■ Exercise requirements:
Two lines in the listing below mark the span: one contains "M94 719 117 748 99 763 75 734Z" and one contains "M750 1042 772 1024". Reproduce both of them and everything between, exactly.

■ Data shown:
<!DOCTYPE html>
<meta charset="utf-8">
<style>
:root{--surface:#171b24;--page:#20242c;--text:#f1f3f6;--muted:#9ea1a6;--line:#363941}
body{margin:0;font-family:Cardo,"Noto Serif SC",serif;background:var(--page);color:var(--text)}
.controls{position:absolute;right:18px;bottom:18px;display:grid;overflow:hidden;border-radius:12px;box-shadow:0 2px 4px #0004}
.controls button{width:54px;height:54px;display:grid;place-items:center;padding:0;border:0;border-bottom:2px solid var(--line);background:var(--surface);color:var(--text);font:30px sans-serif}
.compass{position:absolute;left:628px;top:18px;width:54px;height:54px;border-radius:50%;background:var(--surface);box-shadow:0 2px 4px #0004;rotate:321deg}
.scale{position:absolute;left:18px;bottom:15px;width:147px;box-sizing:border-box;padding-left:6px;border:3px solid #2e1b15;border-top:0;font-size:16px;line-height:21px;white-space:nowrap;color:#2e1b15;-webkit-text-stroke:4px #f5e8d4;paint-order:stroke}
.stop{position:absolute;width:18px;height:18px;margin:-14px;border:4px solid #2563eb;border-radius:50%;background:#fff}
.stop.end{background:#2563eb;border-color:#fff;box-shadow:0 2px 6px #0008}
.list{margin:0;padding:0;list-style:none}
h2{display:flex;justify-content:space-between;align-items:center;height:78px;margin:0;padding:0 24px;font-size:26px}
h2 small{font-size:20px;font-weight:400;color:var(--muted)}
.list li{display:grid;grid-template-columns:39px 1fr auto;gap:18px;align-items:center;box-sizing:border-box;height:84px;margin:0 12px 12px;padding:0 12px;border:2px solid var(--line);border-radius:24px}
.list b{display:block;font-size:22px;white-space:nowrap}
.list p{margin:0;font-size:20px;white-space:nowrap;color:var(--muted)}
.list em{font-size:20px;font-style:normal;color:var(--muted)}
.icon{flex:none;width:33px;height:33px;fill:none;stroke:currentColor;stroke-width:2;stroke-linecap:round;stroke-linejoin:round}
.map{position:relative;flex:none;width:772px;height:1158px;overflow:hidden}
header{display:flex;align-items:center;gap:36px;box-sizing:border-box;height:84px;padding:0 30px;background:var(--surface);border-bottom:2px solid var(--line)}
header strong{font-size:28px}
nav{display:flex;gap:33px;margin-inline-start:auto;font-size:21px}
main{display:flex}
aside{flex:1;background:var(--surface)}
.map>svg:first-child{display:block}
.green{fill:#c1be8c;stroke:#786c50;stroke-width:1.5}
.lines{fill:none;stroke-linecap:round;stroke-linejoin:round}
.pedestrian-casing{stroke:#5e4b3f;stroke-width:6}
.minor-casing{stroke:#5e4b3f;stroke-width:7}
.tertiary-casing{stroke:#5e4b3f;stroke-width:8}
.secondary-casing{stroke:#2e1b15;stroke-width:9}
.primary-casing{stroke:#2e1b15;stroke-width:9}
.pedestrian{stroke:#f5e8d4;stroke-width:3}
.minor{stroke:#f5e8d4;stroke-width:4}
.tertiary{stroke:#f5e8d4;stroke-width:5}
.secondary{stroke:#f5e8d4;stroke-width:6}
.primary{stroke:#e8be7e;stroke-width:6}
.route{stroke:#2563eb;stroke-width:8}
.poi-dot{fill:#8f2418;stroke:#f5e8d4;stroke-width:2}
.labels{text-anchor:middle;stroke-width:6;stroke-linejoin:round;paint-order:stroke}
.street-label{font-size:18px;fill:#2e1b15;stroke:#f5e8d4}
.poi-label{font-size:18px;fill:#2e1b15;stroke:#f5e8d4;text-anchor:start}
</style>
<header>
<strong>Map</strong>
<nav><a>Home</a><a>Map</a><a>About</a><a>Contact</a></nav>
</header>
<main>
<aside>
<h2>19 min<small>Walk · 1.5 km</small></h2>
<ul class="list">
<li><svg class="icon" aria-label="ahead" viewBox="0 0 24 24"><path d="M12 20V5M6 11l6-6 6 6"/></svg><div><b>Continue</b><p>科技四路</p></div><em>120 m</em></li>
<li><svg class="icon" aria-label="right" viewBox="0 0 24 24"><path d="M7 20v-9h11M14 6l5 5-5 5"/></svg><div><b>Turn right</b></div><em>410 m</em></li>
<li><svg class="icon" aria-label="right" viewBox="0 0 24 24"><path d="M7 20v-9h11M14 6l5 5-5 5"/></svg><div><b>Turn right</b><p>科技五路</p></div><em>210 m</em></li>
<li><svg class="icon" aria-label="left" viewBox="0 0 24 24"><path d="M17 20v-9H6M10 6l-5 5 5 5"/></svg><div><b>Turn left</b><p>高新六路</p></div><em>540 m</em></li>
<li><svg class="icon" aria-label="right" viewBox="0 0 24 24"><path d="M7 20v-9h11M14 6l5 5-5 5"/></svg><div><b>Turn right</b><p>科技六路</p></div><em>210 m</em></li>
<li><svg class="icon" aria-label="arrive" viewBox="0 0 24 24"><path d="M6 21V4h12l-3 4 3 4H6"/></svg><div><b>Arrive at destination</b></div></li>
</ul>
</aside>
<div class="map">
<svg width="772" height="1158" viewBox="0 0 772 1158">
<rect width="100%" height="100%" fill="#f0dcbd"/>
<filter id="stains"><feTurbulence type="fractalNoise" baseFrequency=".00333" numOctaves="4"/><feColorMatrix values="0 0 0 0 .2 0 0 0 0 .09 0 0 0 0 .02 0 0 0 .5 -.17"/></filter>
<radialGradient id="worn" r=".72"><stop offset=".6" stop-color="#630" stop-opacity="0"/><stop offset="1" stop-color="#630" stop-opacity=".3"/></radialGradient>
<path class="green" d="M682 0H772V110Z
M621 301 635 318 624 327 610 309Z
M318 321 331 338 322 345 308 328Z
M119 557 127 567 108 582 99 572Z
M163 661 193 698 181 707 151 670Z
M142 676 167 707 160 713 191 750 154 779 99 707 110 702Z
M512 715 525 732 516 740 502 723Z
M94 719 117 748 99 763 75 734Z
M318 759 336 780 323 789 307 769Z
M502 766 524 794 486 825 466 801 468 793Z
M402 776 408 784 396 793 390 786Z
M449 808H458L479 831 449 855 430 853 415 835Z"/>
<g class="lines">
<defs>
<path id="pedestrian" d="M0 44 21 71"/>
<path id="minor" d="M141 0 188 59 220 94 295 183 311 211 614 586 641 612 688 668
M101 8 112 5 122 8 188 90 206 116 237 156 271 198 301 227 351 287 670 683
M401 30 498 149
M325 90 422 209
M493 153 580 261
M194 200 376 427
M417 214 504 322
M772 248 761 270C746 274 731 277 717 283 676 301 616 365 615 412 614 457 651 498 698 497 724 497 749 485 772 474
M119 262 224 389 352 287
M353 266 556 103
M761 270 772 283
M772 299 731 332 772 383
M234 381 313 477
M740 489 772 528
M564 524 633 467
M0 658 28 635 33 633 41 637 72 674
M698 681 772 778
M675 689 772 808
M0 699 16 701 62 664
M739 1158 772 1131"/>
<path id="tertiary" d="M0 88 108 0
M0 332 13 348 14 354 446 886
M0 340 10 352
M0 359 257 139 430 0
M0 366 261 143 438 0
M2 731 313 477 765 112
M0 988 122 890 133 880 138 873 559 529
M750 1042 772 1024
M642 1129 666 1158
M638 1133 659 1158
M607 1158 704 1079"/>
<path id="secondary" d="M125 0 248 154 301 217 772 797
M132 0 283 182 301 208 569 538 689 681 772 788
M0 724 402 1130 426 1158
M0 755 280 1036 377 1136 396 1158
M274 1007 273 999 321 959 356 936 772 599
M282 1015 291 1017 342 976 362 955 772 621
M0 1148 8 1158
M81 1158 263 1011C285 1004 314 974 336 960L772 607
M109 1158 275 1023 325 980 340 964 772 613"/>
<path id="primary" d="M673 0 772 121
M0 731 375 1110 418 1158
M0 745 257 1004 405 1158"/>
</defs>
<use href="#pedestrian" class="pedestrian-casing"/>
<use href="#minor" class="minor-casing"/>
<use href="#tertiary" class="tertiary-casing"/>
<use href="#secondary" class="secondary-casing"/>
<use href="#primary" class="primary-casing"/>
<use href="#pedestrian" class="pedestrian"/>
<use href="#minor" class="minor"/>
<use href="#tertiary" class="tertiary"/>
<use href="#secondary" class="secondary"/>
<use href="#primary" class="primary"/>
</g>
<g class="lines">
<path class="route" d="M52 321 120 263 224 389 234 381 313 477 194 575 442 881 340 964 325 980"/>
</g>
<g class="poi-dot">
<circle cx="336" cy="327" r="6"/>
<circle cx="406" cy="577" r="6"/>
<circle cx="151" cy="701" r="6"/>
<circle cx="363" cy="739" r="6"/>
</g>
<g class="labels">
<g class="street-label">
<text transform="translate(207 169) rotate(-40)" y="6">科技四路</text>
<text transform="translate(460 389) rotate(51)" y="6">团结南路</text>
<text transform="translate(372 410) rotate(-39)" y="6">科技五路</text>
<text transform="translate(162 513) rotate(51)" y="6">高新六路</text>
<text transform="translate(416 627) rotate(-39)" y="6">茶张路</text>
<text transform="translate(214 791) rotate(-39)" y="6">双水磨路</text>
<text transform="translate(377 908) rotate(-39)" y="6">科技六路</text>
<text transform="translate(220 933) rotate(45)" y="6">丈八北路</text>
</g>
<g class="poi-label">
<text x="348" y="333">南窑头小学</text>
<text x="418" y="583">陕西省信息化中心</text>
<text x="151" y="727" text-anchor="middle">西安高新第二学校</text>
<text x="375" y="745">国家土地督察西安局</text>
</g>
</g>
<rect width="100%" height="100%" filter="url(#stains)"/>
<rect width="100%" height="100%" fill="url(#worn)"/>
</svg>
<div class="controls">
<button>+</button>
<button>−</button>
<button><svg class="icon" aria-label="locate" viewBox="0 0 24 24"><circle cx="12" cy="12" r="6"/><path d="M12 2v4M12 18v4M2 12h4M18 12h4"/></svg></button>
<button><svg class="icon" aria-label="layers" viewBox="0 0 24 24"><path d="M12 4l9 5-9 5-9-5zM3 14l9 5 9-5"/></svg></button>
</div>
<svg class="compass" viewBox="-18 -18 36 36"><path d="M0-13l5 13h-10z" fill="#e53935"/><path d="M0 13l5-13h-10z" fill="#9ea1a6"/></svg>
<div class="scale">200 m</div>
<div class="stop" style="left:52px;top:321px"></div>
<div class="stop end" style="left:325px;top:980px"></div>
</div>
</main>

■ Answer section:
M94 719 117 748 99 763 75 734Z
M318 759 336 780 323 789 307 769Z
M502 766 524 794 486 825 466 801 468 793Z
M402 776 408 784 396 793 390 786Z
M449 808H458L479 831 449 855 430 853 415 835Z"/>
<g class="lines">
<defs>
<path id="pedestrian" d="M0 44 21 71"/>
<path id="minor" d="M141 0 188 59 220 94 295 183 311 211 614 586 641 612 688 668
M101 8 112 5 122 8 188 90 206 116 237 156 271 198 301 227 351 287 670 683
M401 30 498 149
M325 90 422 209
M493 153 580 261
M194 200 376 427
M417 214 504 322
M772 248 761 270C746 274 731 277 717 283 676 301 616 365 615 412 614 457 651 498 698 497 724 497 749 485 772 474
M119 262 224 389 352 287
M353 266 556 103
M761 270 772 283
M772 299 731 332 772 383
M234 381 313 477
M740 489 772 528
M564 524 633 467
M0 658 28 635 33 633 41 637 72 674
M698 681 772 778
M675 689 772 808
M0 699 16 701 62 664
M739 1158 772 1131"/>
<path id="tertiary" d="M0 88 108 0
M0 332 13 348 14 354 446 886
M0 340 10 352
M0 359 257 139 430 0
M0 366 261 143 438 0
M2 731 313 477 765 112
M0 988 122 890 133 880 138 873 559 529
M750 1042 772 1024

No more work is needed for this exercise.